An Irishman's Diary

How odd and how right that Charles Acton should breathe his last just as a full-time, dedicated classical music radio service…

How odd and how right that Charles Acton should breathe his last just as a full-time, dedicated classical music radio service was about to breathe its first. No matter what his criticisms of the station might have been, he would have been the first to applaud its birth. Merely to have the great music of Western civilisation available in even small excerpts at all times to ordinary people everywhere must surely be an infinite improvement on our radio diet of hitherto, when the deliberately ephemeral melodies of popular culture were granted an almost total monopoly of the airwaves.

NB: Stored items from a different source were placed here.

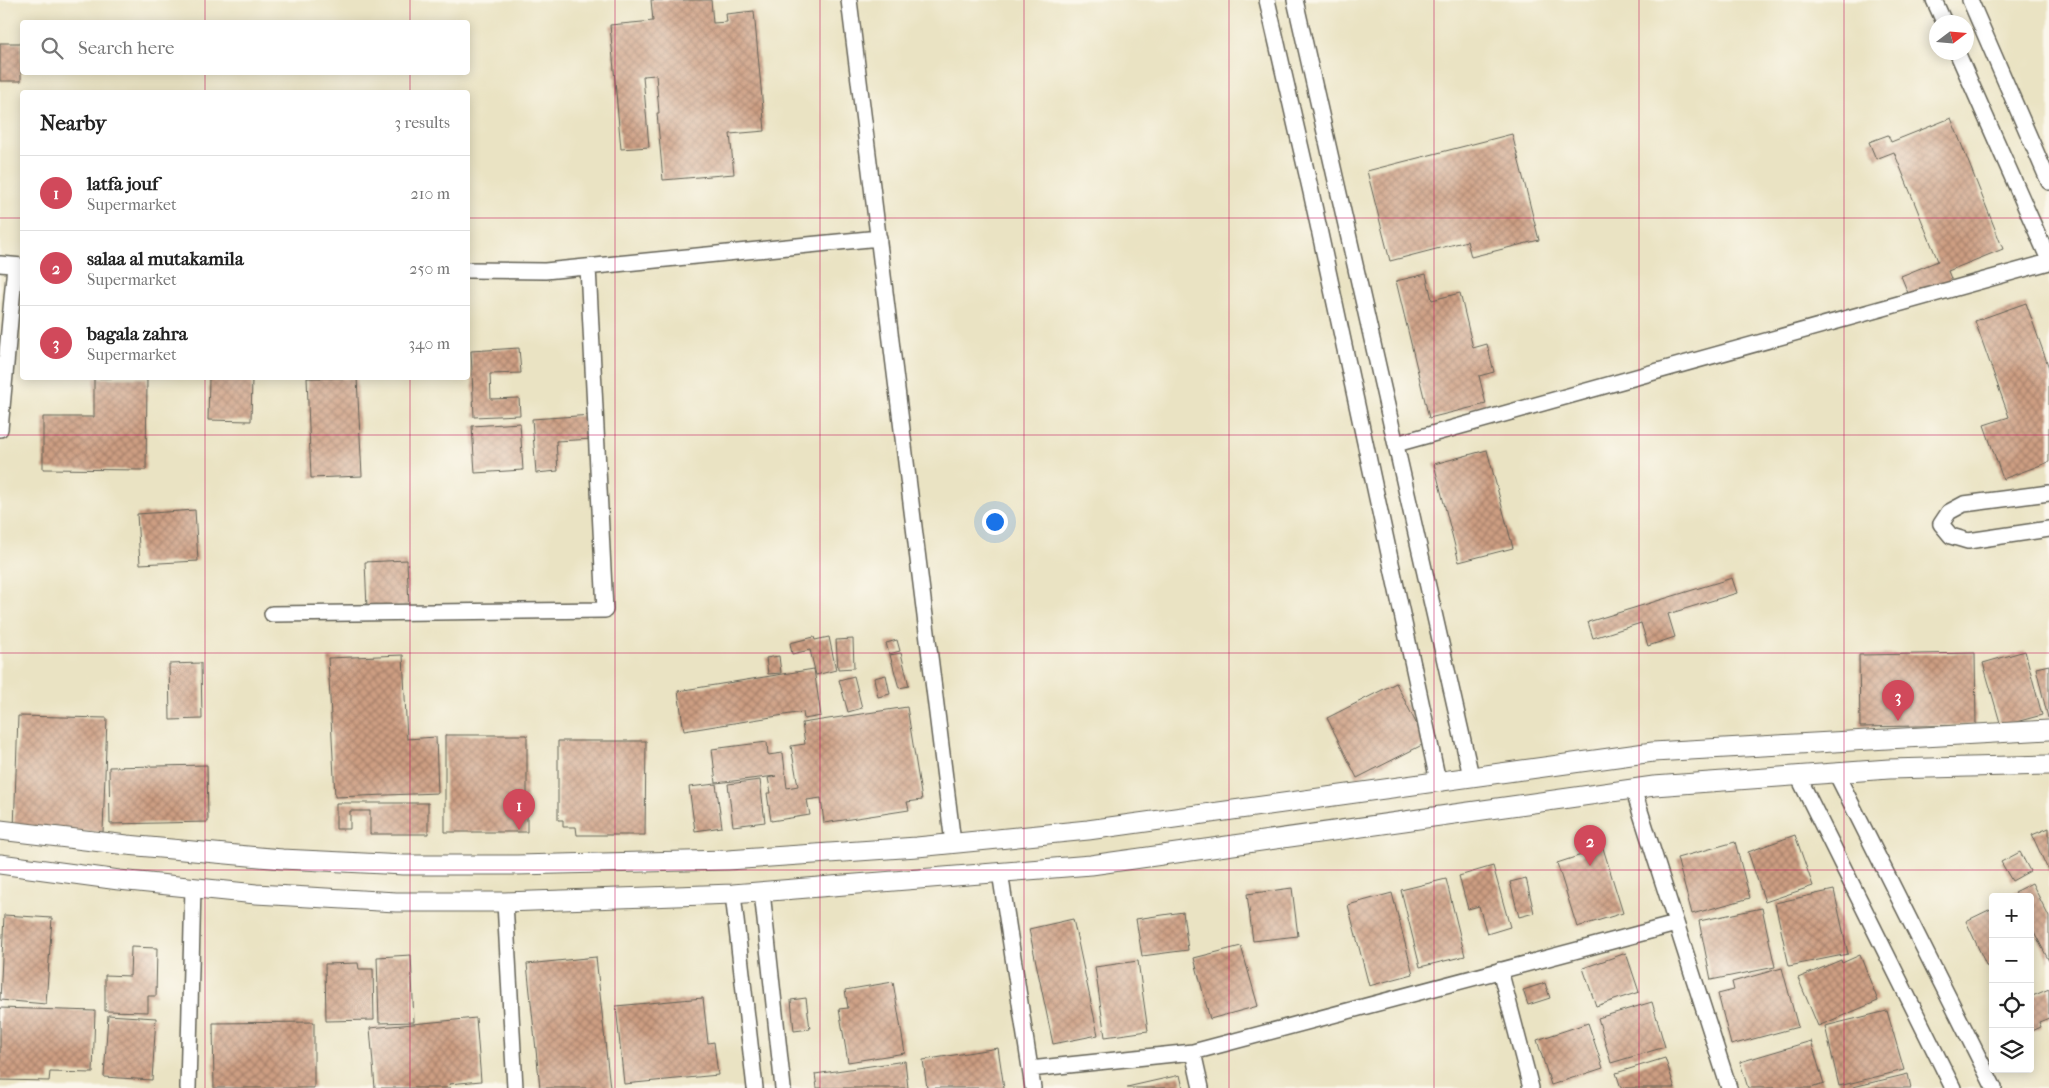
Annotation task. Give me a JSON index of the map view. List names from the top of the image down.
{
  "north": "right",
  "page": {
    "search": "Search here",
    "heading": ["Nearby", "3 results"],
    "list": [
      {
        "mark": "1",
        "name": "latfa jouf",
        "note": "Supermarket",
        "value": "210 m"
      },
      {
        "mark": "2",
        "name": "salaa al mutakamila",
        "note": "Supermarket",
        "value": "250 m"
      },
      {
        "mark": "3",
        "name": "bagala zahra",
        "note": "Supermarket",
        "value": "340 m"
      }
    ],
    "pins": ["3", "1", "2"],
    "map_buttons": ["+", "−"]
  }
}
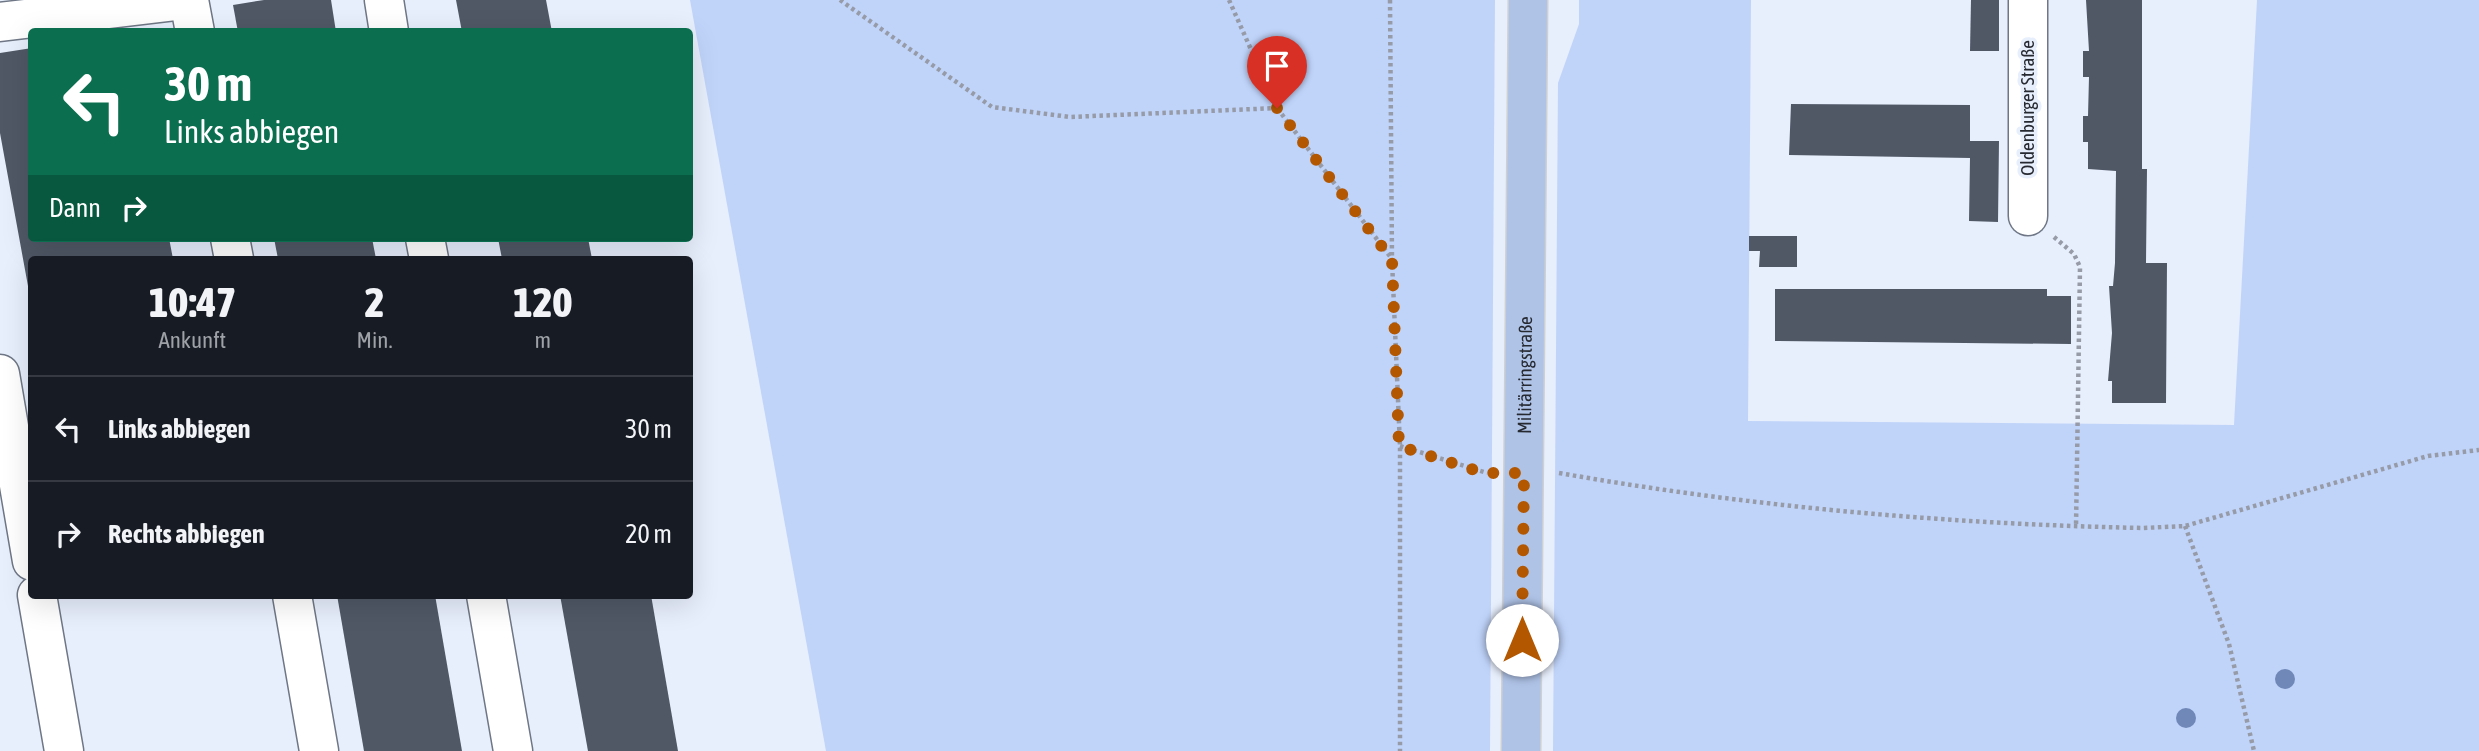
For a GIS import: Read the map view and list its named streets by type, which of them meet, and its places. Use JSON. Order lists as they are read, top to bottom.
{
  "streets": {
    "main road": ["Militärringstraße"],
    "street": ["Oldenburger Straße"]
  },
  "page": {
    "turn": ["30 m", "Links abbiegen"],
    "then": "Dann",
    "eta": [
      "10:47",
      "Ankunft",
      "2",
      "Min.",
      "120",
      "m"
    ],
    "list": [
      {
        "name": "Links abbiegen",
        "value": "30 m"
      },
      {
        "name": "Rechts abbiegen",
        "value": "20 m"
      }
    ]
  }
}
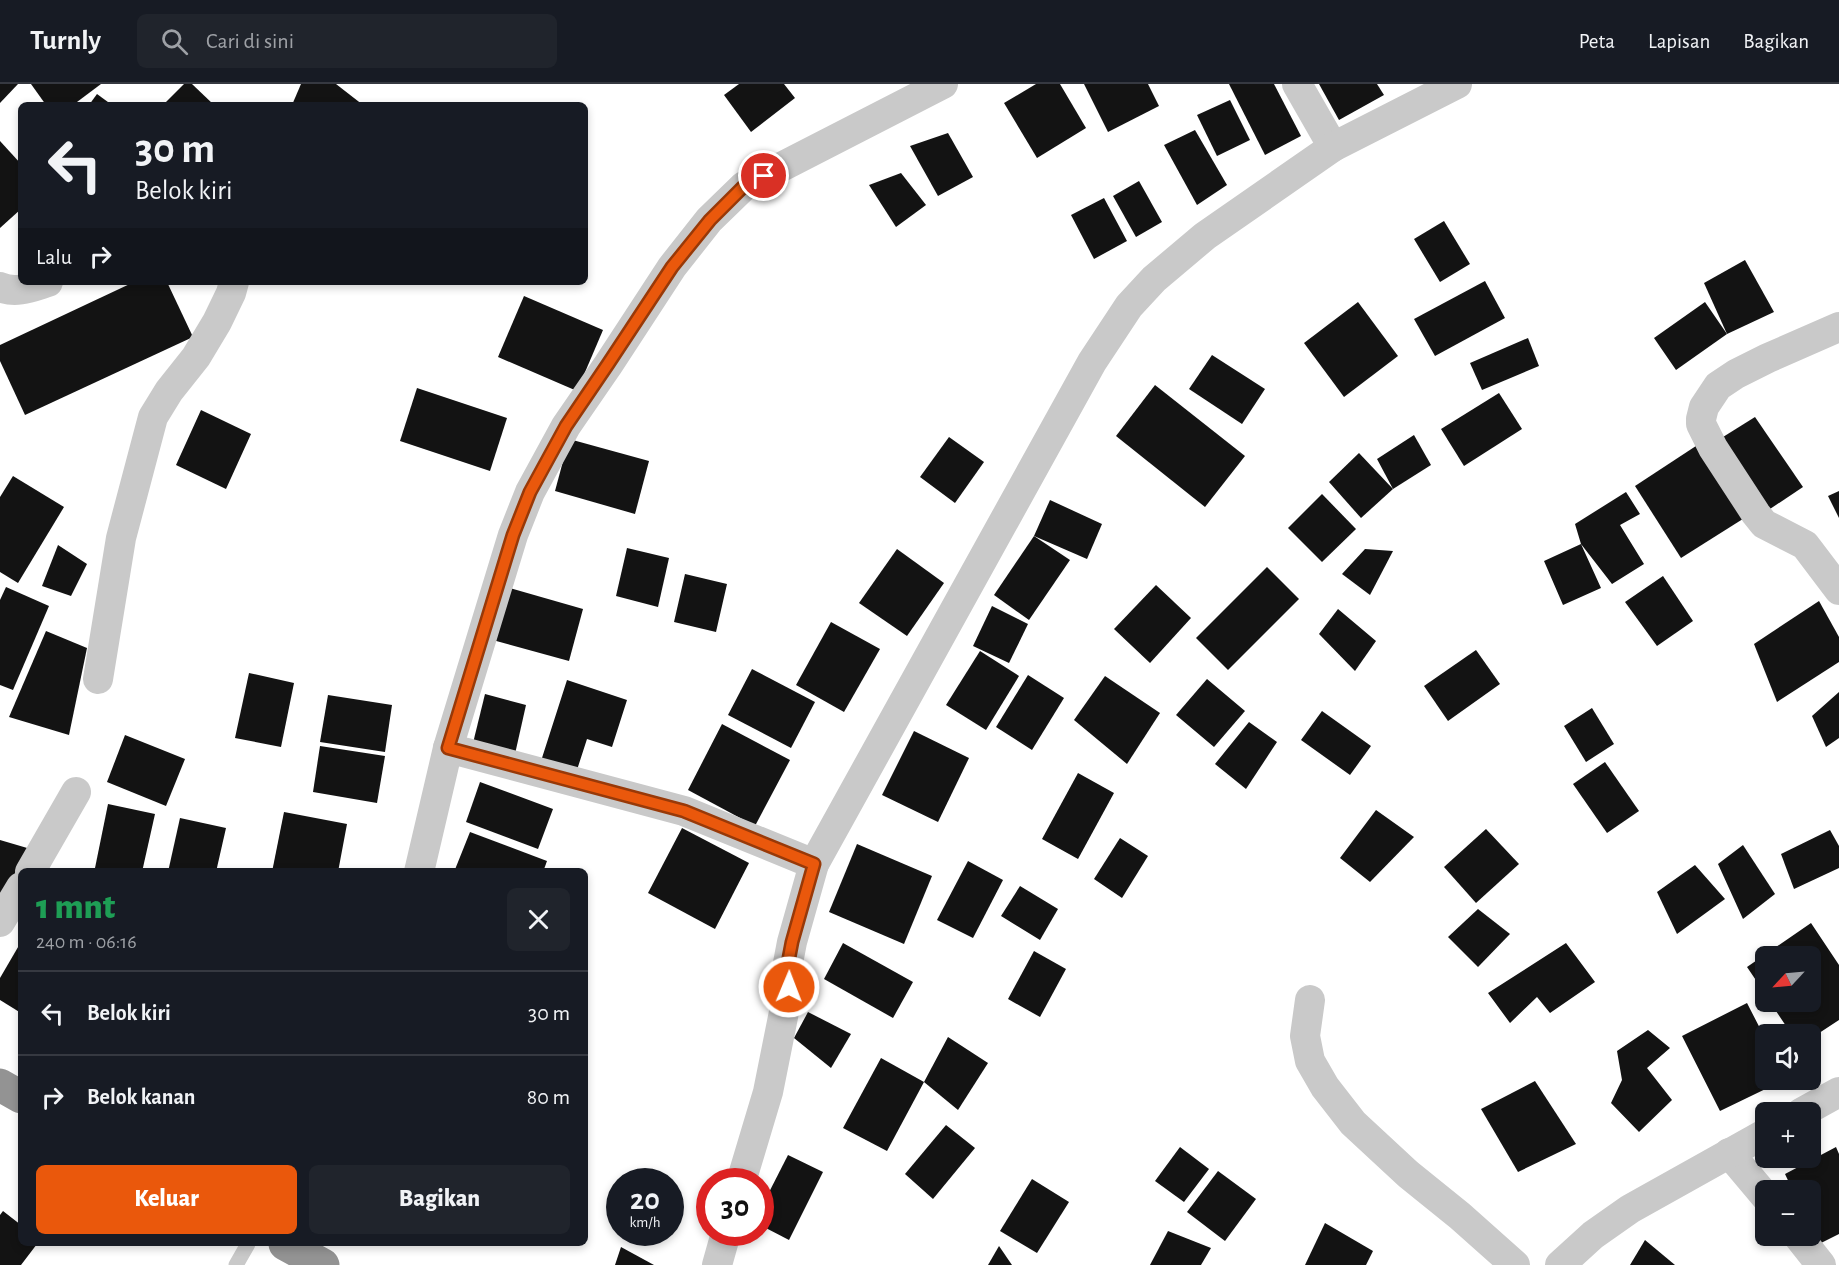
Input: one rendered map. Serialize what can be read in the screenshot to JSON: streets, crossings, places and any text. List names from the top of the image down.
{
  "north": "bottom left",
  "page": {
    "header": "Turnly",
    "search": "Cari di sini",
    "nav": ["Peta", "Lapisan", "Bagikan"],
    "turn": ["30 m", "Belok kiri"],
    "then": "Lalu",
    "heading": ["1 mnt", "240 m · 06:16"],
    "map_buttons": ["+", "−"],
    "list": [
      {
        "name": "Belok kiri",
        "value": "30 m"
      },
      {
        "name": "Belok kanan",
        "value": "80 m"
      }
    ],
    "buttons": ["Keluar", "Bagikan"],
    "speed": "20 km/h",
    "limit": "30"
  }
}
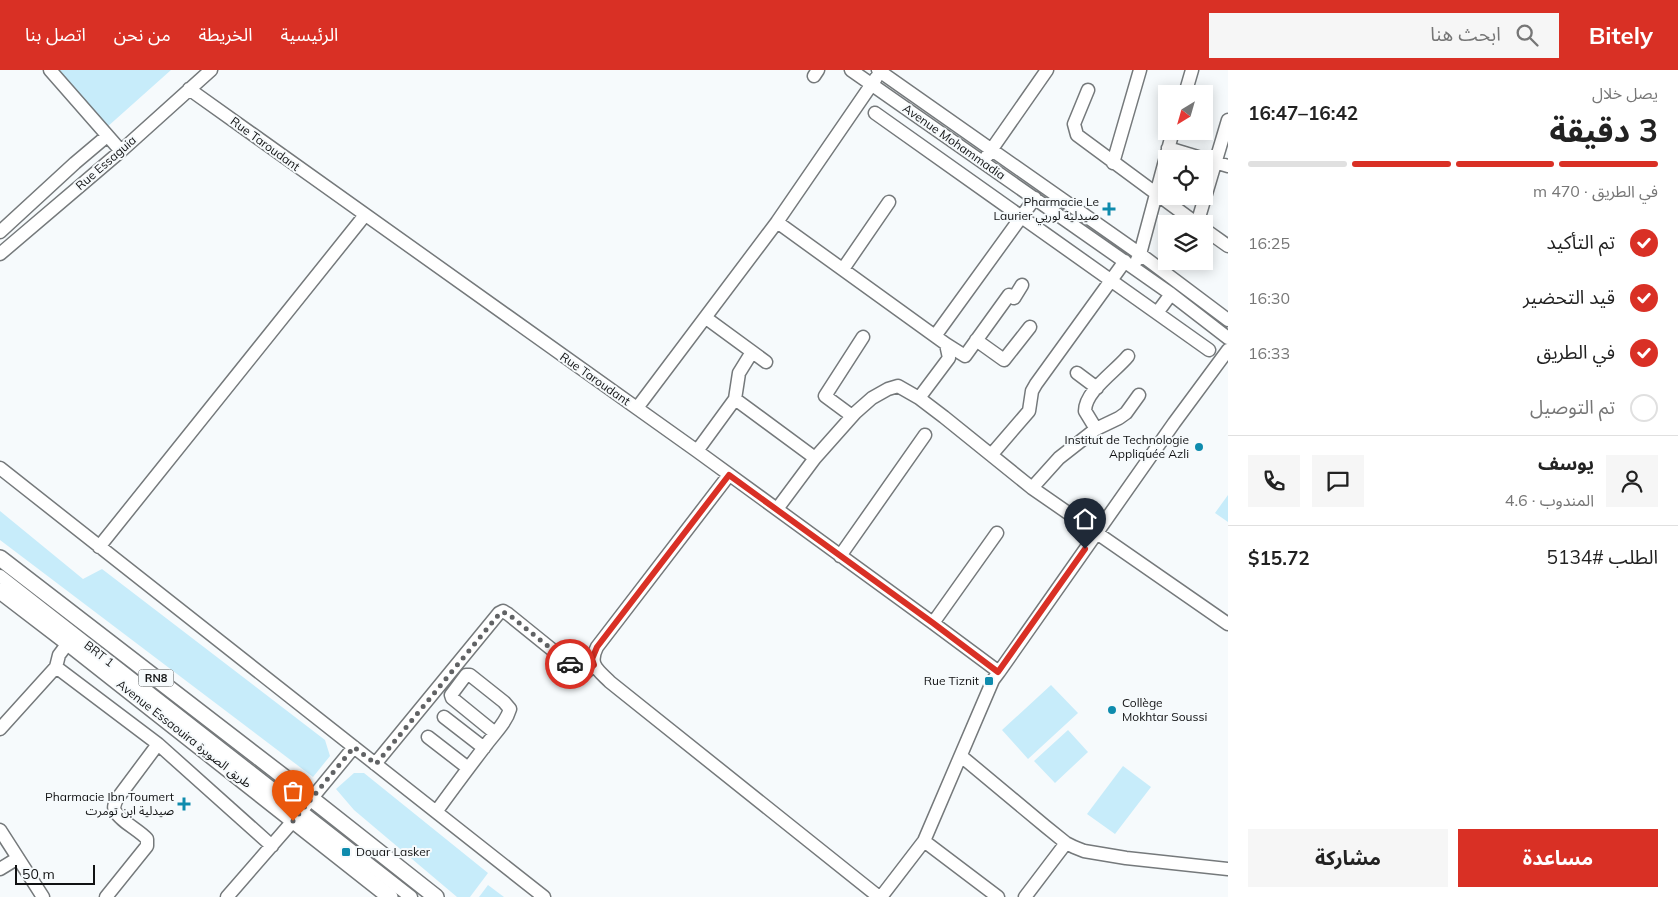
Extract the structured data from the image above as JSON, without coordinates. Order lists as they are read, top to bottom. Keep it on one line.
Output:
{"streets":{"main road":["RN8","Avenue Essaouira طريق الصويرة"],"street":["Avenue Mohammadia","Rue Taroudant","Rue Essaguia","BRT 1"]},"crossings":[["Rue Taroudant","Rue Essaguia"],["BRT 1","Avenue Essaouira طريق الصويرة"]],"places":{"health":["Pharmacie Le Laurier صيدلية لوريي","Pharmacie Ibn Toumert صيدلية ابن تومرت"],"other":["Institut de Technologie Appliquée Azli","Collège Mokhtar Soussi"],"transit":["Rue Tiznit","Douar Lasker"]},"scale_bar":"50 m","north":"bottom left","page":{"header":"Bitely","search":"ابحث هنا","nav":["الرئيسية","الخريطة","من نحن","اتصل بنا"],"heading":["3 دقيقة","يصل خلال","16:42–16:47"],"panel":["يوسف","المندوب · 4.6","الطلب #5134","$15.72"],"bar":"في الطريق · 470 m","list":[["تم التأكيد","16:25"],["قيد التحضير","16:30"],["في الطريق","16:33"],"تم التوصيل"],"buttons":["مساعدة","مشاركة"],"scale":"50 m"}}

That this was so, that the classical music of Europe and the great music of Irish traditional culture should have been marooned in isolated and obscure programming ghettoes was surely a denial of the public service broadcasting remit of RTE. Nobody chafed at this disservice more than Charles, for he regarded great music as being as much the birthright of the humble pot-boy amidst his suds and saucepans as it was of the gentleman artist in his salon.

Melody within

For Charles loved music. He adored it. It filled his life and his soul, his heart and his hours; and there was hardly a passing moment in a single day when he was not rehearsing some melody within, when his mind was not toying with some score, when he was not preoccupied with something musical.

READ MORE

Charles Acton was never old. In his eighties he was a big pink cherub, all rubicund cheek and boyish cheer, with a metaphorical cry of "Oh how absolutely wizard!" on his lips. Yet despite his irrepressible and enchanting juvenility, he still bore the manner of his caste, and not lightly: he described his family as being Protestants in Wicklow for hundreds of years. But there are many kinds of Wicklow Protestants, and most of them are plain folk, hill farmers of modest means. The Actons were not hill farmers of modest means. They were imperially Irish, proud of their Irishness but equally proud of the role their tribe had played in the affairs of the world. False patronymic modesty is not a vice of which one would convincingly accuse Charles.

This is not to say he was vain or conceited. He was not. He was confident. He knew his mind, and he spoke it, perhaps more forthrightly than many people found comforting. It would be easy for those who did not understand his manner to think that he was being arrogant. He wasn't. He was being honest. In his world the mind existed that one should speak it. It was that simple.

So of course, in a culture in which dissembling is often seen as either a social courtesy or a safe refuge, he could rub people up the wrong way. Nobody who worked with Charles could ever say that it was plain sailing, especially as he belonged to an old world in which certain values of decorum should be respected at all times. I remember interrupting him and a colleague in conversation in the newsroom without as much emollient as the situation quite demanded, and was in an instant turned into a small spot of apologetic grease on the floor.

Enormous courtesy

On this occasion, he felt he had been provoked; and he responded briskly and without quarter. But it would be utterly wrong to give the impression that he was an imperious or haughty man. He wasn't. He was in himself simply a man of enormous courtesy and grave attentiveness. Manners were not an adornment to his daily intercourse; they were what made that intercourse possible.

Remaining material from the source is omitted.